*Problem description*
Which lines of the data hold the word "meet"? Copy all of them.

---------- Supplied entries

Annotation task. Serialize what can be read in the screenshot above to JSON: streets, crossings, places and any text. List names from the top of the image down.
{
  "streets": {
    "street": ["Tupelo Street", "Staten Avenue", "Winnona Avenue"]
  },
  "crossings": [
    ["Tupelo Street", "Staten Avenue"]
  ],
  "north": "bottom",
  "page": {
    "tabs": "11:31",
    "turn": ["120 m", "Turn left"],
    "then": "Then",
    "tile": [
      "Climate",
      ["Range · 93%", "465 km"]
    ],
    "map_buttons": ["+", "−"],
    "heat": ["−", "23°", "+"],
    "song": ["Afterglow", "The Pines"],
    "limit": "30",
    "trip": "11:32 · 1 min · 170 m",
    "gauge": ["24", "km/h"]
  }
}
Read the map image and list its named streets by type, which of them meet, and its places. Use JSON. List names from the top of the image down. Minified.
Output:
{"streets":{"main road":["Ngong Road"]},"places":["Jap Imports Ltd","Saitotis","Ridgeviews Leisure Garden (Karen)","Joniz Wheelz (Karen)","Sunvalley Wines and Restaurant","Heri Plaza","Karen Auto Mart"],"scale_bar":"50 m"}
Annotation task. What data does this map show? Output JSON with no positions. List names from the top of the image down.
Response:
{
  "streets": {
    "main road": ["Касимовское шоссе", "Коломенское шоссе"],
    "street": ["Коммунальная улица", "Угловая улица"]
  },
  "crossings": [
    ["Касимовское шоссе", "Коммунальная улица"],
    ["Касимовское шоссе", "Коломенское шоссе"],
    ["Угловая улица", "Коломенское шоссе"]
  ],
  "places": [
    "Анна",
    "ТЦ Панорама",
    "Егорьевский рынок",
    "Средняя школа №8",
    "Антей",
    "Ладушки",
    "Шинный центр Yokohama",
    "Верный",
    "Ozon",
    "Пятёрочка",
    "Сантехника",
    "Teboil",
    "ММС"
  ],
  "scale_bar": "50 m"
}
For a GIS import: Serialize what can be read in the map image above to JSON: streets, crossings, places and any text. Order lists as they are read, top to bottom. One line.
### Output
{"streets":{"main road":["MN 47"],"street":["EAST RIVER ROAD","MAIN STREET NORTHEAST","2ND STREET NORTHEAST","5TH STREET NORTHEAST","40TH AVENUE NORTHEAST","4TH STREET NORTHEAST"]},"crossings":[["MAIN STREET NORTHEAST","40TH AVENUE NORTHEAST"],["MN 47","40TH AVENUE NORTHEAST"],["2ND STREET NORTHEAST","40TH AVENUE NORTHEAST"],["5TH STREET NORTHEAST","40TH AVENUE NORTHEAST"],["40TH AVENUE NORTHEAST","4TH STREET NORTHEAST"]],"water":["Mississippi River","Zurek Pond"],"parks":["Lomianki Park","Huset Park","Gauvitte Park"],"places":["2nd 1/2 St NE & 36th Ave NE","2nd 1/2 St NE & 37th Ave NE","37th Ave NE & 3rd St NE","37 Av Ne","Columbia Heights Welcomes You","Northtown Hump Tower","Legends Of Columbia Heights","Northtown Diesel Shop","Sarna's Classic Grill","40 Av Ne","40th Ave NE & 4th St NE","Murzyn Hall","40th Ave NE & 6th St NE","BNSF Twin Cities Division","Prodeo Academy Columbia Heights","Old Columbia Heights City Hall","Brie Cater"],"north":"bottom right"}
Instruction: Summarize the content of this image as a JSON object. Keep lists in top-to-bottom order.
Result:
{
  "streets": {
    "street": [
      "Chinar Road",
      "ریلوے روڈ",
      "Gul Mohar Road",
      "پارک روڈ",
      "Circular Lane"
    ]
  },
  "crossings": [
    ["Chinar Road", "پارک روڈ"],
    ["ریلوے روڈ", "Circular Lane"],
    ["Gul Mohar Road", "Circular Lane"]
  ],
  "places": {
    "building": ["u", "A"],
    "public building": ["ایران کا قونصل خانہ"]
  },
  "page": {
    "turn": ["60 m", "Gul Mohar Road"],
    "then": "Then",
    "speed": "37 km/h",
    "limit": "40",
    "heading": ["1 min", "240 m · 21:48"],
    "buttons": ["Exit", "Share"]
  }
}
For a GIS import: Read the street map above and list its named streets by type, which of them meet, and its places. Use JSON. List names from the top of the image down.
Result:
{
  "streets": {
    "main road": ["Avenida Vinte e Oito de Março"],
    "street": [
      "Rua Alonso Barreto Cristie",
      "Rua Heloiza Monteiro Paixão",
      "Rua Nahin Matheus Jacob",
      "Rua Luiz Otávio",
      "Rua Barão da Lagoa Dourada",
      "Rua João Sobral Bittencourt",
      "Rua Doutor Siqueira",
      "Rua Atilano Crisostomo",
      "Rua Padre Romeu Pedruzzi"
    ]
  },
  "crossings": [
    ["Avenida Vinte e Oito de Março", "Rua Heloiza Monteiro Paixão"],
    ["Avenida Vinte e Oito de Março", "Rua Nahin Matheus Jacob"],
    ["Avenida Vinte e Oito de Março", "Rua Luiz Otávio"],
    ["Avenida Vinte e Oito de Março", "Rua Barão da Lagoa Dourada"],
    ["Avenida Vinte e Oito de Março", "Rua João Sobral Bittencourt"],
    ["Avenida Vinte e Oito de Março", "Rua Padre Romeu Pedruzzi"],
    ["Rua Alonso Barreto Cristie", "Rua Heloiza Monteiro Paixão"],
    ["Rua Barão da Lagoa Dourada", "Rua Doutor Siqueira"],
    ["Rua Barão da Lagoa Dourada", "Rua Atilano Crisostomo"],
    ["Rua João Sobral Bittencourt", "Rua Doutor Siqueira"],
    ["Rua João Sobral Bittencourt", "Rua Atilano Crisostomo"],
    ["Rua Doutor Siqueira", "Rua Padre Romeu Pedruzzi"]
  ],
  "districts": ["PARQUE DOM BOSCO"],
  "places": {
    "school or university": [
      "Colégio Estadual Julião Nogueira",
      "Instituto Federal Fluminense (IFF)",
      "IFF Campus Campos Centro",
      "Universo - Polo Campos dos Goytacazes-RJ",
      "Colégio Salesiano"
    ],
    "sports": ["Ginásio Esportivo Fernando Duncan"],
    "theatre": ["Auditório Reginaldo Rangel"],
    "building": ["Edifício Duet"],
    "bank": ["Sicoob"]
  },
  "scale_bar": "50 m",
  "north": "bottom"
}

--------------------

*Response for this exercise*
Read the map image and list its named streets by type, which of them meet, and its places. Use JSON. List names from the top of the image down. Minified.
For a GIS import: Read the street map above and list its named streets by type, which of them meet, and its places. Use JSON. List names from the top of the image down.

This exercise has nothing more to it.